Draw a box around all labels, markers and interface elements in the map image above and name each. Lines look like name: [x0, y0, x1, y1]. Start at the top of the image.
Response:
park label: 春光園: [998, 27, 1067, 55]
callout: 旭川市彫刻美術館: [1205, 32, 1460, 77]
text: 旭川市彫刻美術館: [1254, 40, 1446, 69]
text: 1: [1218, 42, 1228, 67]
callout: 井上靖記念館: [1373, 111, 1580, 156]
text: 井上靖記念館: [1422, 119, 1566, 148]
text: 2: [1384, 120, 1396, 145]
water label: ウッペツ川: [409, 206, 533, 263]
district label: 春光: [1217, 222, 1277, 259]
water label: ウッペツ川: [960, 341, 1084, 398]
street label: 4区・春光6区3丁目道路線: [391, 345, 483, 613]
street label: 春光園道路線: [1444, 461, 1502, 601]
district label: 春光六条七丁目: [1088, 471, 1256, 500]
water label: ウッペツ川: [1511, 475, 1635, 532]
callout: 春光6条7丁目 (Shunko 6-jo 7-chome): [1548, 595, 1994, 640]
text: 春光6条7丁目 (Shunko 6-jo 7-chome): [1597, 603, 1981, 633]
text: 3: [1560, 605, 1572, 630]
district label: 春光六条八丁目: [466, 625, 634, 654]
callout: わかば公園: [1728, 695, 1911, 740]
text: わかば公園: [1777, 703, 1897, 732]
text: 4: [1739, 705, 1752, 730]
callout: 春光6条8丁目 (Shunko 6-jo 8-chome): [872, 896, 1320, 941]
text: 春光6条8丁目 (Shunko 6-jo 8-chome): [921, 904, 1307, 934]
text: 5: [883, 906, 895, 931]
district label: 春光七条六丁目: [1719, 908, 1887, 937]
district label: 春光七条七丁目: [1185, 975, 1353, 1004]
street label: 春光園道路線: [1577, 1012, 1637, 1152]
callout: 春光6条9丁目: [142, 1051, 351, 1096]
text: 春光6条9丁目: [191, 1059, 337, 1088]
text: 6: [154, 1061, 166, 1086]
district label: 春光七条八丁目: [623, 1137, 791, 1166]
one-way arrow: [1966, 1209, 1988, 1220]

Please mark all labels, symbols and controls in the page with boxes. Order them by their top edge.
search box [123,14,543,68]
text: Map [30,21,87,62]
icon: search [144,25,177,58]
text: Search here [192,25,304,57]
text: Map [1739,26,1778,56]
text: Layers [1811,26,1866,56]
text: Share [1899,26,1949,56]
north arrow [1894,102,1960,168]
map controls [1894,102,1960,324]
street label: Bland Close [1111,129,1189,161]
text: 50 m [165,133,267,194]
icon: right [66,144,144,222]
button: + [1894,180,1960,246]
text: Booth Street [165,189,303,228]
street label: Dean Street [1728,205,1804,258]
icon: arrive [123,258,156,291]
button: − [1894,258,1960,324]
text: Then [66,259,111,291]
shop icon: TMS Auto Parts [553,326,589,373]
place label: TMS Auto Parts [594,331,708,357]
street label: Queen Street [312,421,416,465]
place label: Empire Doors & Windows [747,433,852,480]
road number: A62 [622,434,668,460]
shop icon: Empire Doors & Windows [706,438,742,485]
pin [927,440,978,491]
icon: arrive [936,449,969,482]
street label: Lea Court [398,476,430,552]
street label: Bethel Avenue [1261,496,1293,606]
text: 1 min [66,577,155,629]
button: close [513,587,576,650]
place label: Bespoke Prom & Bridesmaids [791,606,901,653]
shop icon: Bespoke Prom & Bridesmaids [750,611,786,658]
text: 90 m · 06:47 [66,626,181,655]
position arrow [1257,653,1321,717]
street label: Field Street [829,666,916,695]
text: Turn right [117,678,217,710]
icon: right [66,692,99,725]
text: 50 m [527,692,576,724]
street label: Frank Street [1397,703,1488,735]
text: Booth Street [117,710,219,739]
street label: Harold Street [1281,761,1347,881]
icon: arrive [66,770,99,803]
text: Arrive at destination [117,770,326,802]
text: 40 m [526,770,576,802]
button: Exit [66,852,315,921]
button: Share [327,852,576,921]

● ● ● ● ●

◆ WHAT YOU SHOULD DO
Give back the material above in its entirety, with every word intact.

◆ SOLUTION TO THIS PROBLEM
Draw a box around all labels, markers and interface elements in the map image above and name each. Lines look like name: [x0, y0, x1, y1]. Start at the top of the image.
Response:
park label: 春光園: [998, 27, 1067, 55]
callout: 旭川市彫刻美術館: [1205, 32, 1460, 77]
text: 旭川市彫刻美術館: [1254, 40, 1446, 69]
text: 1: [1218, 42, 1228, 67]
callout: 井上靖記念館: [1373, 111, 1580, 156]
text: 井上靖記念館: [1422, 119, 1566, 148]
text: 2: [1384, 120, 1396, 145]
water label: ウッペツ川: [409, 206, 533, 263]
district label: 春光: [1217, 222, 1277, 259]
water label: ウッペツ川: [960, 341, 1084, 398]
street label: 4区・春光6区3丁目道路線: [391, 345, 483, 613]
street label: 春光園道路線: [1444, 461, 1502, 601]
district label: 春光六条七丁目: [1088, 471, 1256, 500]
water label: ウッペツ川: [1511, 475, 1635, 532]
callout: 春光6条7丁目 (Shunko 6-jo 7-chome): [1548, 595, 1994, 640]
text: 春光6条7丁目 (Shunko 6-jo 7-chome): [1597, 603, 1981, 633]
text: 3: [1560, 605, 1572, 630]
district label: 春光六条八丁目: [466, 625, 634, 654]
callout: わかば公園: [1728, 695, 1911, 740]
text: わかば公園: [1777, 703, 1897, 732]
text: 4: [1739, 705, 1752, 730]
callout: 春光6条8丁目 (Shunko 6-jo 8-chome): [872, 896, 1320, 941]
text: 春光6条8丁目 (Shunko 6-jo 8-chome): [921, 904, 1307, 934]
text: 5: [883, 906, 895, 931]
district label: 春光七条六丁目: [1719, 908, 1887, 937]
district label: 春光七条七丁目: [1185, 975, 1353, 1004]
street label: 春光園道路線: [1577, 1012, 1637, 1152]
callout: 春光6条9丁目: [142, 1051, 351, 1096]
text: 春光6条9丁目: [191, 1059, 337, 1088]
text: 6: [154, 1061, 166, 1086]
district label: 春光七条八丁目: [623, 1137, 791, 1166]
one-way arrow: [1966, 1209, 1988, 1220]

Please mark all labels, symbols and controls in the page with boxes. Order them by their top edge.
search box [123,14,543,68]
text: Map [30,21,87,62]
icon: search [144,25,177,58]
text: Search here [192,25,304,57]
text: Map [1739,26,1778,56]
text: Layers [1811,26,1866,56]
text: Share [1899,26,1949,56]
north arrow [1894,102,1960,168]
map controls [1894,102,1960,324]
street label: Bland Close [1111,129,1189,161]
text: 50 m [165,133,267,194]
icon: right [66,144,144,222]
button: + [1894,180,1960,246]
text: Booth Street [165,189,303,228]
street label: Dean Street [1728,205,1804,258]
icon: arrive [123,258,156,291]
button: − [1894,258,1960,324]
text: Then [66,259,111,291]
shop icon: TMS Auto Parts [553,326,589,373]
place label: TMS Auto Parts [594,331,708,357]
street label: Queen Street [312,421,416,465]
place label: Empire Doors & Windows [747,433,852,480]
road number: A62 [622,434,668,460]
shop icon: Empire Doors & Windows [706,438,742,485]
pin [927,440,978,491]
icon: arrive [936,449,969,482]
street label: Lea Court [398,476,430,552]
street label: Bethel Avenue [1261,496,1293,606]
text: 1 min [66,577,155,629]
button: close [513,587,576,650]
place label: Bespoke Prom & Bridesmaids [791,606,901,653]
shop icon: Bespoke Prom & Bridesmaids [750,611,786,658]
text: 90 m · 06:47 [66,626,181,655]
position arrow [1257,653,1321,717]
street label: Field Street [829,666,916,695]
text: Turn right [117,678,217,710]
icon: right [66,692,99,725]
text: 50 m [527,692,576,724]
street label: Frank Street [1397,703,1488,735]
text: Booth Street [117,710,219,739]
street label: Harold Street [1281,761,1347,881]
icon: arrive [66,770,99,803]
text: Arrive at destination [117,770,326,802]
text: 40 m [526,770,576,802]
button: Exit [66,852,315,921]
button: Share [327,852,576,921]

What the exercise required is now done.